A provável interdição às PFAS não significa, contudo, que os ecossistemas europeus estarão livres dessas substâncias químicas eternas”. Os produtos que utilizamos hoje constituem os resíduos de amanhã, que vão continuar a libertar moléculas. As PFAS que já contaminaram solos e aquíferos, sendo persistentes, permanecerão nesses ecossistemas por muito tempo. As lagoas são um exemplo da contaminação por PFAS: um estudo recente mostrou que comer um peixe de água doce pode equivaler a um mês de ingestão de água com produtos químicos persistentes.

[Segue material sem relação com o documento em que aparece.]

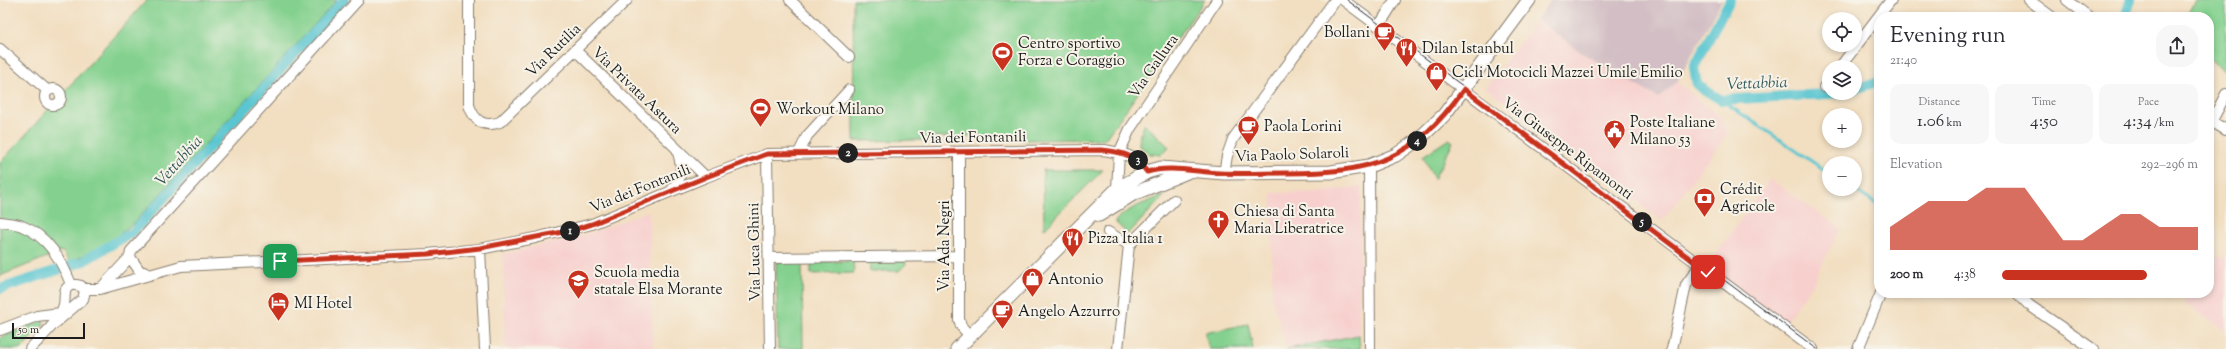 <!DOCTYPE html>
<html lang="en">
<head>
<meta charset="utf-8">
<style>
  :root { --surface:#fff; --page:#f7f7f7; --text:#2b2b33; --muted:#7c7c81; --accent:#c8321e }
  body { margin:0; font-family:"Sorts Mill Goudy",serif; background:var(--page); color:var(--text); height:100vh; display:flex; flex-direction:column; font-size:15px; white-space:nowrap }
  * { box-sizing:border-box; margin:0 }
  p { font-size:13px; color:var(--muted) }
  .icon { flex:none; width:22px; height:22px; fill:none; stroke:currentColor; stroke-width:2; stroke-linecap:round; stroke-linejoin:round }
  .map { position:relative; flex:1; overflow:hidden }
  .side { position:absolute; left:1874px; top:12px; width:340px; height:286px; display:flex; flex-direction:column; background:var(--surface); border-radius:16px; box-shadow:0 2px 6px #0003 }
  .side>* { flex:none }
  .fabs { position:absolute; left:1822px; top:12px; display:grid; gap:8px }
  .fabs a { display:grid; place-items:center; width:40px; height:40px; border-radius:50%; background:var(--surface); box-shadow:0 2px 6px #0003; font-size:20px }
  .scale { position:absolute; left:12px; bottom:10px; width:73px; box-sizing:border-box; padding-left:4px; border:2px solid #1c1c1c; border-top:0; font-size:11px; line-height:14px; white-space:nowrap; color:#1c1c1c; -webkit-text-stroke:3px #f7f3e8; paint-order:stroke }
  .pin { position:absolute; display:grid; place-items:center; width:34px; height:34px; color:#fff; margin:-17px; border-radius:8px; box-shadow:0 2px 6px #0006 }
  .km { position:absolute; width:20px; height:20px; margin:-10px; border-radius:50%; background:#222; color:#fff; font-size:11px; line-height:20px; text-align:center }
  .round { display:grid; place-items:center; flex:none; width:42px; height:42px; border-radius:16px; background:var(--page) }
  .head { display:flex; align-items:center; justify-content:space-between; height:68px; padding:0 16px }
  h1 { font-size:22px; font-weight:600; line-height:30px }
  .figures { display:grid; grid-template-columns:repeat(3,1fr); gap:6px; height:68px; padding:4px 16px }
  .figures div { display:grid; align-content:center; border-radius:10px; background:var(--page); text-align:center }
  .figures b { font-size:17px; font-weight:600 }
  .figures small { font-size:11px; font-weight:400 }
  .figures p { font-size:11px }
  .chart { height:112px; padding:8px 16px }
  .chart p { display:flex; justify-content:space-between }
  .chart svg { width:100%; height:72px; margin-top:4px; fill:var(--accent); opacity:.7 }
  ul { padding:0 16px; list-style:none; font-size:13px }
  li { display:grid; grid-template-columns:64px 48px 1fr; align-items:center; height:30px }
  li i { height:10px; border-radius:5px; background:var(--accent) }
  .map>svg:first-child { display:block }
  .built { fill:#f7d0ce }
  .industrial { fill:#d2bec4 }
  .green { fill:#84d18f; stroke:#507656 }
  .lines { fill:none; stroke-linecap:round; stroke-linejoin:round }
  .stream { stroke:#5ac6d1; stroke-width:3 }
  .canal { stroke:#5ac6d1; stroke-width:10 }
  .minor-casing { stroke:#877d6e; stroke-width:12 }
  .major-casing { stroke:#877d6e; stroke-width:15 }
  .minor { stroke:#fff; stroke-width:10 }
  .major { stroke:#fff; stroke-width:13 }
  .tram { stroke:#1c1c1c; stroke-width:1 }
  .route-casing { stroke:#fff; stroke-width:8 }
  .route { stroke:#c8321e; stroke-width:5 }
  .labels { text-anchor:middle; stroke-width:4; stroke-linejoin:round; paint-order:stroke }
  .poi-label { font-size:15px; fill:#1c1c1c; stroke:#f7f3e8; text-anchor:start }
  .street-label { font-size:15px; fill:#1c1c1c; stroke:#f7f3e8 }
  .water-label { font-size:16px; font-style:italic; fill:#32585b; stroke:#f7f3e8 }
</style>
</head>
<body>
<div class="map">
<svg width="2226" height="349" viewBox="0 0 2226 349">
  <rect width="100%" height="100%" fill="#f7f3e8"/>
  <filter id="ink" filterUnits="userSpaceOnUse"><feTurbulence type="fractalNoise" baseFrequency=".025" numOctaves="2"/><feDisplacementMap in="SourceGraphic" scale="8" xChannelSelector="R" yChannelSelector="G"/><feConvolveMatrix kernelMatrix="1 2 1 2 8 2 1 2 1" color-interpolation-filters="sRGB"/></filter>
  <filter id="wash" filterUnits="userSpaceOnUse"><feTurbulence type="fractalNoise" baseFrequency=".012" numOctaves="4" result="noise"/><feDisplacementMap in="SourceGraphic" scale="16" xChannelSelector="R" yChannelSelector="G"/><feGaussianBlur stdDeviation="0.9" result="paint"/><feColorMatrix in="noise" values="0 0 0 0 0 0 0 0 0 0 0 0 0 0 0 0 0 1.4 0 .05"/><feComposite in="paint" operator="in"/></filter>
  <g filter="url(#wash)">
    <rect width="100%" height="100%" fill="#f2dec0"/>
    <!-- built -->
    <path class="built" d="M1537,19L1579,51L1658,98L1677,82L1720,117L1728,133L1662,221L1486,88Z
      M1770,179L1840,228L1813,284L1782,326L1705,269Z
      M1361,186L1359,335L1287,349L1272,299V193L1317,192Z
      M649,211L653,349H505L503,254L591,233Z
      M2217,256L2226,257V332L2184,303L2191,293H2209V267Z"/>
    <!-- industrial -->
    <path class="industrial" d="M1551,0H1722L1677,82L1658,98L1579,51L1537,19Z"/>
    <!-- green -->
    <path class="green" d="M147,0H337L135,222L108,244L70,262L62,251L0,276V163Z
      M853,0H1205L1105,139L1022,140L1021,136L928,137L927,140L854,141Z
      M2196,0H2226V73L2209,57V17H2186Z
      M1145,124L1169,147L1161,155L1150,154L1139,145L1140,133L1143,134L1144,133L1141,131Z
      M1449,139L1453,142L1434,179L1423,156Z
      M1043,170H1103L1044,229Z
      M1165,195L1128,234L1115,222C1120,211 1154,199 1165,195Z
      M853,261L854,273L811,274V262Z
      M869,261H905L906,264L899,271H870Z
      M776,262H802L803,349H778Z
      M43,320L44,324L21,349H0V338Z
      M1248,324L1253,349H1209L1205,333Z
      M1359,335L1360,349H1287Z"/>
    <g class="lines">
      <!-- stream -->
      <path class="stream" d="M1721,100L1829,173
        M1853,189L1879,206"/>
      <!-- canal -->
      <path class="canal" d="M1730,0L1694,67L1697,85L1721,100L1844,93
        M2125,17L2131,0
        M1855,89L1879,81
        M0,289L82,262L133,232L344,0"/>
    </g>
  </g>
  <g filter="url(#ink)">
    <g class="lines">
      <defs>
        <path id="minor" d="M469,0V105C474,121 484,128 500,122L627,0
          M790,0L849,57
          M1343,0L1813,349
          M2029,0L2052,17
          M2067,0L2089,17
          M1379,26L1395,0
          M0,49L48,91
          M575,50L706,177
          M1840,67L1891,0
          M1824,87L1829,81
          M45 97a8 8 0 1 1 16 0a8 8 0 1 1-16 0Z
          M2209,120L2226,130
          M2209,126L2226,94
          M959,152V319L961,326L970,336
          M799,153L807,136L849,90
          M767,154L770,349
          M1369,166L1370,349
          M1224,173L1227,156L1233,139L1335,0
          M1117,189L1119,153L1130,129L1217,0
          M671,191C682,178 683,169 678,153
          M0,222C7,223 15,223 22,226C48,236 61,260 71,284
          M1108,232L1129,245
          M1129,245L1174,200
          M480,249L485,349
          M130,257L139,270L148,274
          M769,258L959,256
          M102,287L130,257L131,251L358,0
          M84,289H100L181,266L428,254L480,249L535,238L592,224L706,177L767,154L1104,150C1124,154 1135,154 1147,172
          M2017,293L2029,305L2093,349
          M0,330L37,316L60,313
          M30,349C42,336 59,322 64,305C65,300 64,294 66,289L71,284L81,286L85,291L83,299L53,325
          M1118,349L1129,245
          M1672,349L1686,285L1700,265
          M1858,349L1881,293"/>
        <path id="major" d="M1099,215L1133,194L1187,172
          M957,349L1117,189L1147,172L1161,168L1224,173L1331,172L1369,166L1396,155L1420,138L1444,115L1529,0"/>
      </defs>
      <!-- minor casing -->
      <use href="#minor" class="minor-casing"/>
      <!-- major casing -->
      <use href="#major" class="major-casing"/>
      <!-- minor -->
      <use href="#minor" class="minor"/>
      <!-- major -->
      <use href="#major" class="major"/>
      <!-- tram -->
      <path class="tram" d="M1347,0L1817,349"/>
    </g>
  </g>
  <g class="lines" filter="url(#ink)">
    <defs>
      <path id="route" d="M280,261L428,254L480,248L573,230L592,224L706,177L767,154L1102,150C1122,152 1135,155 1147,172C1169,165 1196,172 1219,173C1242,174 1264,173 1286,173C1371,173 1413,161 1464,89L1708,272"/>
    </defs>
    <!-- route casing -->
    <use href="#route" class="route-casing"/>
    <!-- route -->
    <use href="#route" class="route"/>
  </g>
  <!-- icons -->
  <defs>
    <symbol id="cafe-pin" viewBox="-11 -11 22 30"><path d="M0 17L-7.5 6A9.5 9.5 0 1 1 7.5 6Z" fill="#c8321e" stroke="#f7f3e8"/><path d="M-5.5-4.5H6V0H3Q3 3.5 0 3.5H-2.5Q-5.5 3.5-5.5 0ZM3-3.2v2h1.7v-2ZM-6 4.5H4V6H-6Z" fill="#fff"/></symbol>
    <symbol id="restaurant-pin" viewBox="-11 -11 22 30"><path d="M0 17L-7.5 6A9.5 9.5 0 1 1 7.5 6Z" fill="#c8321e" stroke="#f7f3e8"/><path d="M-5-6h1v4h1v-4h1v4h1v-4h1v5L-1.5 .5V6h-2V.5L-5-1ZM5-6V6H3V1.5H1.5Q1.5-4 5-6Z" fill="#fff"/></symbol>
    <symbol id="stadium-pin" viewBox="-11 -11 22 30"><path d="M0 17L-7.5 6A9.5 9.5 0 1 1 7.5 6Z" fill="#c8321e" stroke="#f7f3e8"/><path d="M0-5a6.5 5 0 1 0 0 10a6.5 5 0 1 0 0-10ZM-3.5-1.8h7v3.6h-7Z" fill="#fff"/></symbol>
    <symbol id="shop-pin" viewBox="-11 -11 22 30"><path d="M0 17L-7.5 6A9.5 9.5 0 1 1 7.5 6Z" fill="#c8321e" stroke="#f7f3e8"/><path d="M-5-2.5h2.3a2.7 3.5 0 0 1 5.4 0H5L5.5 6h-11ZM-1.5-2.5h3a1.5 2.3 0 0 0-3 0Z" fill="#fff"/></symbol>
    <symbol id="civic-pin" viewBox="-11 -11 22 30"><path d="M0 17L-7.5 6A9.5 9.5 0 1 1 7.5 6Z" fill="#c8321e" stroke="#f7f3e8"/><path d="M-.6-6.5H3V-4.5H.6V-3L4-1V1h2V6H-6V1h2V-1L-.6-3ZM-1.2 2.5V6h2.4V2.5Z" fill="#fff"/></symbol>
    <symbol id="bank-pin" viewBox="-11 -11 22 30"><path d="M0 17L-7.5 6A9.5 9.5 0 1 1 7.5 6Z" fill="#c8321e" stroke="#f7f3e8"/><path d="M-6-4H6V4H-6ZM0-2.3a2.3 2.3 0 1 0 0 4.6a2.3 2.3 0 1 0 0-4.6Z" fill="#fff"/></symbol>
    <symbol id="church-pin" viewBox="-11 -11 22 30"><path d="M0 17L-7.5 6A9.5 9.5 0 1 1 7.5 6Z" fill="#c8321e" stroke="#f7f3e8"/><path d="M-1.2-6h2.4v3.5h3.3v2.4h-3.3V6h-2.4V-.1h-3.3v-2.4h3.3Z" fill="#fff"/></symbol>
    <symbol id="school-pin" viewBox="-11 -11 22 30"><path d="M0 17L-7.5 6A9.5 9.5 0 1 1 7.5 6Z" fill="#c8321e" stroke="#f7f3e8"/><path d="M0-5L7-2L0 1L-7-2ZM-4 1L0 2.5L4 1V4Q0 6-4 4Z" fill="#fff"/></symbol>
    <symbol id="hotel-pin" viewBox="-11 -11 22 30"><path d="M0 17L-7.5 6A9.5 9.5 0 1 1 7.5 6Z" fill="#c8321e" stroke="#f7f3e8"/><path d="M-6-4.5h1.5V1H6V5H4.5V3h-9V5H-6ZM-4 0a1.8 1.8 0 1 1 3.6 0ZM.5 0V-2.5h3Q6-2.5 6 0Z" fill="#fff"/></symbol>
  </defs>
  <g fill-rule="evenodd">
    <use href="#cafe-pin" x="1372" y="20" width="25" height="34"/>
    <use href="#restaurant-pin" x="1394" y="36" width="25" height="34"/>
    <use href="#stadium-pin" x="990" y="40" width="25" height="34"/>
    <use href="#shop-pin" x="1424" y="60" width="25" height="34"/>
    <use href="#stadium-pin" x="748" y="96" width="25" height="34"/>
    <use href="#cafe-pin" x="1236" y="114" width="25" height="34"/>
    <use href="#civic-pin" x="1602" y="118" width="25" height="34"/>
    <use href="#bank-pin" x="1692" y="186" width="25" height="34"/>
    <use href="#church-pin" x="1206" y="208" width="25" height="34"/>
    <use href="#restaurant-pin" x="1060" y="226" width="25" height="34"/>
    <use href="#shop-pin" x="1020" y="266" width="25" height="34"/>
    <use href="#school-pin" x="566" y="268" width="25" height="34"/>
    <use href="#hotel-pin" x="266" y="290" width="25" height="34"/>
    <use href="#cafe-pin" x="990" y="298" width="25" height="34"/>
  </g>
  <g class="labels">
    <!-- poi labels -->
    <g class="poi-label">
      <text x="1370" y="37" text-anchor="end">Bollani</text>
      <text x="1018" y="48">Centro sportivo<tspan x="1018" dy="17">Forza e Coraggio</tspan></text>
      <text x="1422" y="53">Dilan Istanbul</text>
      <text x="1452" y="77">Cicli Motocicli Mazzei Umile Emilio</text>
      <text x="776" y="114">Workout Milano</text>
      <text x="1630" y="127">Poste Italiane<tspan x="1630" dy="17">Milano 53</tspan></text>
      <text x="1264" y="131">Paola Lorini</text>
      <text x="1720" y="194">Crédit<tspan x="1720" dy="17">Agricole</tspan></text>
      <text x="1234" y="216">Chiesa di Santa<tspan x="1234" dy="17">Maria Liberatrice</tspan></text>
      <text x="1088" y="243">Pizza Italia 1</text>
      <text x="594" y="277">Scuola media<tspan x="594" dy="17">statale Elsa Morante</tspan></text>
      <text x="1048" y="284">Antonio</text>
      <text x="294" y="308">MI Hotel</text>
      <text x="1018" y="316">Angelo Azzurro</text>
    </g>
    <!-- street labels -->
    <g class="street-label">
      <text transform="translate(553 50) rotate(-44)" y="5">Via Rutilia</text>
      <text transform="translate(1153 66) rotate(-55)" y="5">Via Gallura</text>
      <text transform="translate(637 90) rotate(44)" y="5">Via Privata Astura</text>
      <text transform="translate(973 137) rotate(-1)" y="5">Via dei Fontanili</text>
      <text transform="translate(1568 148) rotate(37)" y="5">Via Giuseppe Ripamonti</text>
      <text transform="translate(1292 154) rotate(-2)" y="5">Via Paolo Solaroli</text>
      <text transform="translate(640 188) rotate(-22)" y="5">Via dei Fontanili</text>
      <text transform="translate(944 246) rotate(-90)" y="5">Via Ada Negri</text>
      <text transform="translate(754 252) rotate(-91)" y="5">Via Luca Ghini</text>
    </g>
    <!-- water labels -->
    <g class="water-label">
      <text transform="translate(1757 82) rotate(-2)" y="6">Vettabbia</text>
      <text transform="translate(178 160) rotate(-48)" y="6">Vettabbia</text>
    </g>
  </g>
</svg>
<div class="fabs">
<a><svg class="icon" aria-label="locate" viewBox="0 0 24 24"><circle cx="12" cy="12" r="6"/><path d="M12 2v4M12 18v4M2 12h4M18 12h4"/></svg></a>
<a><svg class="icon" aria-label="layers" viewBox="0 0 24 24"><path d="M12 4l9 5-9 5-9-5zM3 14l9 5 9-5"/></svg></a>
<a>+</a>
<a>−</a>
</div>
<div class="scale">50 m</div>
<div class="pin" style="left:280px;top:261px;background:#1e9e55"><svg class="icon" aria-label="arrive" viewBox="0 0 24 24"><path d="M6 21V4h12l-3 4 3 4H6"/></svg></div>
<div class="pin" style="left:1708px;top:272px;background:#d93025"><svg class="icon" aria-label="check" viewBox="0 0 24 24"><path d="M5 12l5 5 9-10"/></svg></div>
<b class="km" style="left:570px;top:231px">1</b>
<b class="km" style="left:848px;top:153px">2</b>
<b class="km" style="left:1138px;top:160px">3</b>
<b class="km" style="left:1417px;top:141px">4</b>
<b class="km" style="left:1642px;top:222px">5</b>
<section class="side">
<div class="head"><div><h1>Evening run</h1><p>21:40</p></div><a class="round"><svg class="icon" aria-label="share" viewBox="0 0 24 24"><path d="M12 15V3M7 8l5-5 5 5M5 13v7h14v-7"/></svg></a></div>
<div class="figures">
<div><p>Distance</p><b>1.06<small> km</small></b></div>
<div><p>Time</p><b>4:50</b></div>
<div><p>Pace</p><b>4:34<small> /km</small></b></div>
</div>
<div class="chart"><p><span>Elevation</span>292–296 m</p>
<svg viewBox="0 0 160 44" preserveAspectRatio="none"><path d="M0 44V30L10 22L20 14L30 14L40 14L50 6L60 6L70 6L80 22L90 38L100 38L110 30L120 22L130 22L140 30L150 30L160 30V44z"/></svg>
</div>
<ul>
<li><b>200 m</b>4:38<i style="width:74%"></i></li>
</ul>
</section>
</div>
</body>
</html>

Dois grupos de trabalho da Agência Europeia de Produtos Químicos (ECHA, na sigla em inglês) devem agora estudar se a proposta para banir as PFAS está em conformidade com a REACH, a regulação europeia para produtos químicos. O passo seguinte será uma avaliação científica e uma consulta ao sector da indústria. A ECHA afirma, segundo a Reuters, que os grupos de trabalho poderão precisar de mais de um ano para concluir a avaliação.

Estima-se que entre 140 e 310 mil toneladas de PFAS tenham sido vendidas para os mercados europeus em 2020, refere a proposta elaborada pelos cinco países. A exposição aos produtos químicos “eternos” poderá significar um custo anual com cuidados de saúde entre 52 e 84 mil milhões de euros, calcula o documento.

Restrições das PFAS no Estados Unidos

O uso alargado das PFAS também pode estar com os dias contados nos Estados Unidos. Em Agosto de 2022, o Governo dos Estados Unidos afirmou que proporia a designação de determinados PFAS como substâncias perigosas.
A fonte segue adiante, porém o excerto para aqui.